Hugo de Groof (abad ke-17), seorang penganjur Hukum Alam dalam bukunya “ De Jure Belli Ac Pacis” (Tentang Hukum perang dan damai), berpendapat bahwa sumber hukum alam adalah pikiran atau akal manusia. Menurutnya, Hukum Alam adalah pertimbangan pikiran yang menunjukkan mana yang benar dan mana yang tidak benar. Hukum Alam itu merupakan suatu pernyataan pikiran (akal) manusia yang sehat mengenai persioalan apakah suatu perbuatan sesuai dengan kodrat manusia, karena itu apakah perbuatan tersebut diperlukan atau harus ditolak.[6]

                              2.            Teori Sejarah
Sebagai kontra terhadap Hukum Alam, di Eropa timbul aliran baru yang depelopori oleh Friedrich Carl Von Savigny (1779-1861) yang terkenal dengan bukunya “Vom Beruf Unserer Zeit Fur Gesetzgebung und Rechtswissenschaft (1814).[7]
Von Savigny berpendapat, bahwa hukum itu harus dipandang sebagai suatu penjelmaan jiwa atau rohani sesuatu bangsa, selalu ada suatu hubungan yang erat aatara hukum dengan kepribadian sutu bangsa.[8]

                              3.            Teori Teokrasi (Teori Ketuhanan)
Teori ini mendasarkan kekuatan hukum atas kepercayaan pada Tuhan. Diterima di dunia barat sampai Zaman Renaissance.[9]
Orang menganggap “Hukum itu Kemauan Tuhan”, dimana hukum ini berlaku atas kehendak Tuhan. Pada masa lampau di Eropa para ahli fikir menganggap dan mengajarkan, bahwa hukum itu berasal dari Tuhan Yang Maha Esa, dan oleh sebab ituah maka manusia diperintahkan Tuhan harus tunduk pada hukum.
Berhubung peraturan perundang-undangan itu ditetapkan Pengusa Negara, maka oleh penganjur Teori Teokrasi diajarkan, bahwa para Penguasa Negara itu mendapat kuasa dari Tuhan, seolah-olah para Raja dan Penguasa lainnya merupakan wakil Tuhan.[10]

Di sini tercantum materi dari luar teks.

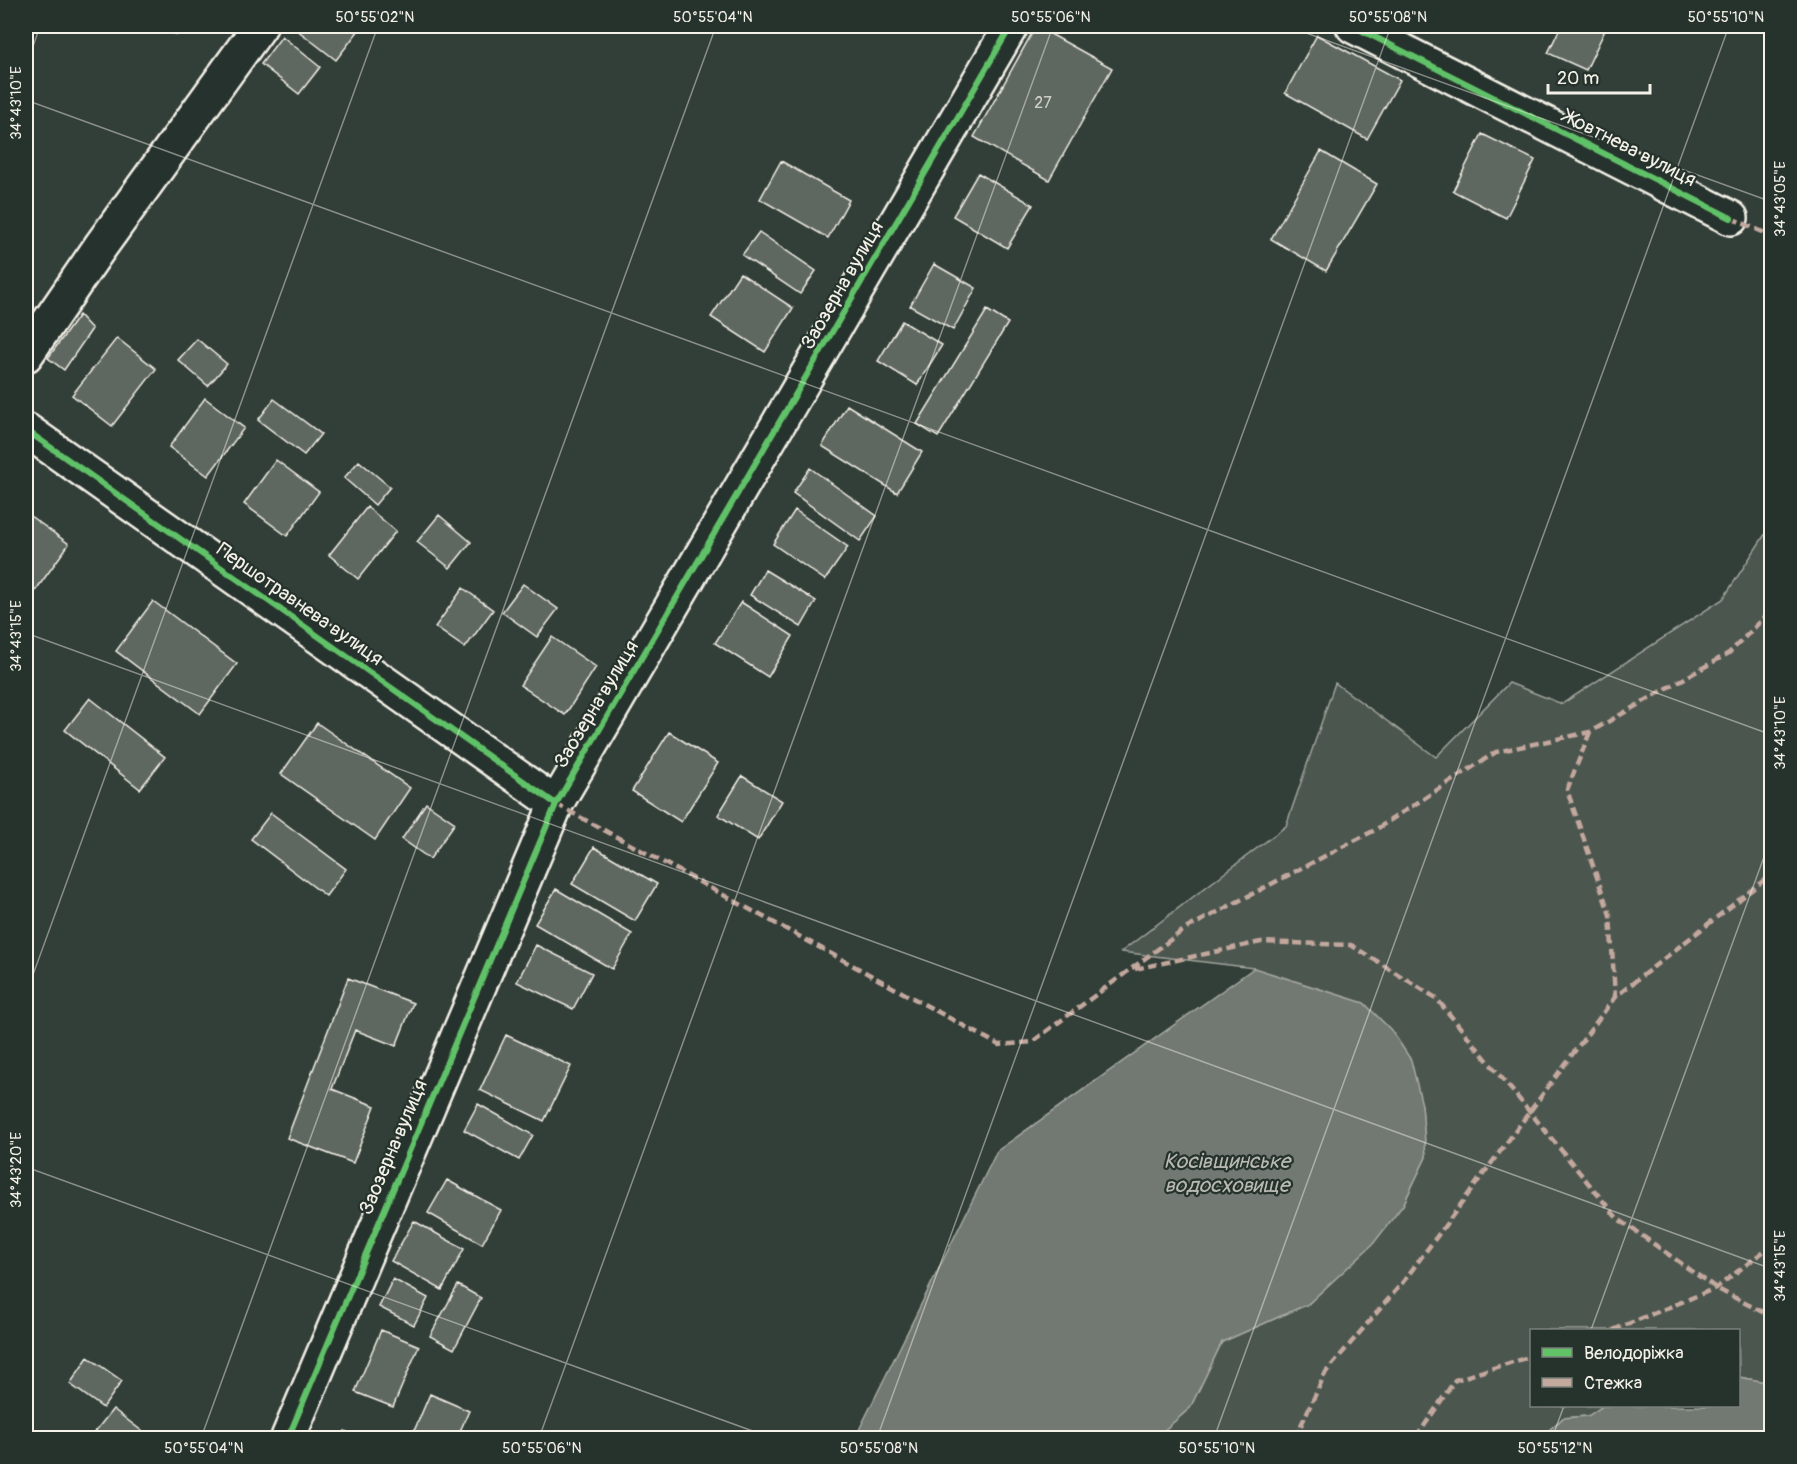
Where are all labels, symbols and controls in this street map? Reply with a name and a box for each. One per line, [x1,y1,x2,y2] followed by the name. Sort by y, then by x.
[335,8,415,27] text: 50°55'02"N
[673,8,753,27] text: 50°55'04"N
[1011,8,1091,27] text: 50°55'06"N
[1349,8,1427,27] text: 50°55'08"N
[1688,8,1764,27] text: 50°55'10"N
[1548,57,1650,95] scale bar
[7,66,26,140] text: 34°43'10"E
[1557,67,1599,90] text: 20 m
[1034,93,1052,113] house number: 27
[1557,102,1701,192] street label: Жовтнева вулиця
[1771,161,1790,237] text: 34°43'05"E
[795,216,889,354] street label: Заозерна вулиця
[212,537,388,671] street label: Першотравнева вулиця
[7,600,26,672] text: 34°43'15"E
[548,636,644,772] street label: Заозерна вулиця
[1771,696,1790,770] text: 34°43'10"E
[353,1076,433,1218] street label: Заозерна вулиця
[7,1132,26,1208] text: 34°43'20"E
[1164,1148,1293,1199] water label: Косівщинське водосховище
[1771,1230,1790,1302] text: 34°43'15"E
[1530,1329,1740,1407] legend
[1584,1342,1684,1365] text: Велодоріжка
[1584,1372,1642,1395] text: Стежка
[164,1439,244,1458] text: 50°55'04"N
[502,1439,582,1458] text: 50°55'06"N
[840,1439,918,1458] text: 50°55'08"N
[1179,1439,1255,1458] text: 50°55'10"N
[1518,1439,1592,1458] text: 50°55'12"N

                              4.            Teori Kedaulatan Rakyat
Menurut aliran Rasionalisme ini, bahwa Raja dan Penguasa Negara lainnya memperoleh kekuasaanya itu bukanlah dari Tuhan, tetapi dari rakyatnya.[11]         
      Pertimbangan daripada Teori kedaulatan rakyat adalah :
a.       Raja yang seharusnya memerintah rakyat dengan adil, jujur, dan baik hati sesuai dengan kehendak Tuhan. Tetapi kenyataanya Raja banyak yang bertindak sewenag-wenang.
b.      Apabila kedaulatan Raja berasal daru Tuhan, tidak akan terjadi kekalahan Raja satu atas Raja lainnya.[12]

Pada abad ke-18 Jen Jacques Rousseau memperkenalkan teorinya, bahwa asas terjadinya suatu negara adalah “Perjanjian Masyarakat (Contrat Social)” yang diadakan oleh dan antara anggota masyarakt untuk mendirikan suatu negara. Adapun Teori Jen Jacques Rousseau tersebut dikemukakaya dalam buku karyanya yang berjudull “Le Contrat Social” (1762). Teori Jen Jacques Rousseau yang menjadi dasar paham ‘Kedaulatan Rakyat’ mengajarkan, bahwa negara bersandar atas kemauan rakyat, demikian pula halnya semua peraturan perundang-undangan adalah penjelman rakyat tersebut.[13]
Pada abad ke-19, ”Hukum adalah Kehendak Negara dan Negara mempunyai kekuatan yang tidak terbatas”. Menurut Hans Kelsen (Reine Rechtslehre) dan Wiener Rechtsshule, hukum sebagai “Wille des Staates” yang artinya bahwa hukum adalah “Kemauan Negara”. Menurut Kelsen orang tidak menaati hukum sebab negara menghendakinya, orang taat pada hukum karena ia merasa wajib menaatinya sebagai perintah Negara. Teori ini mendapat pembelaan dari Kranenburg yang beranggapan bahwa sungguh-sungguh hukum itu berfungsi menurut suatu hukum yang real dengan menggunakan metode empiris-analytis.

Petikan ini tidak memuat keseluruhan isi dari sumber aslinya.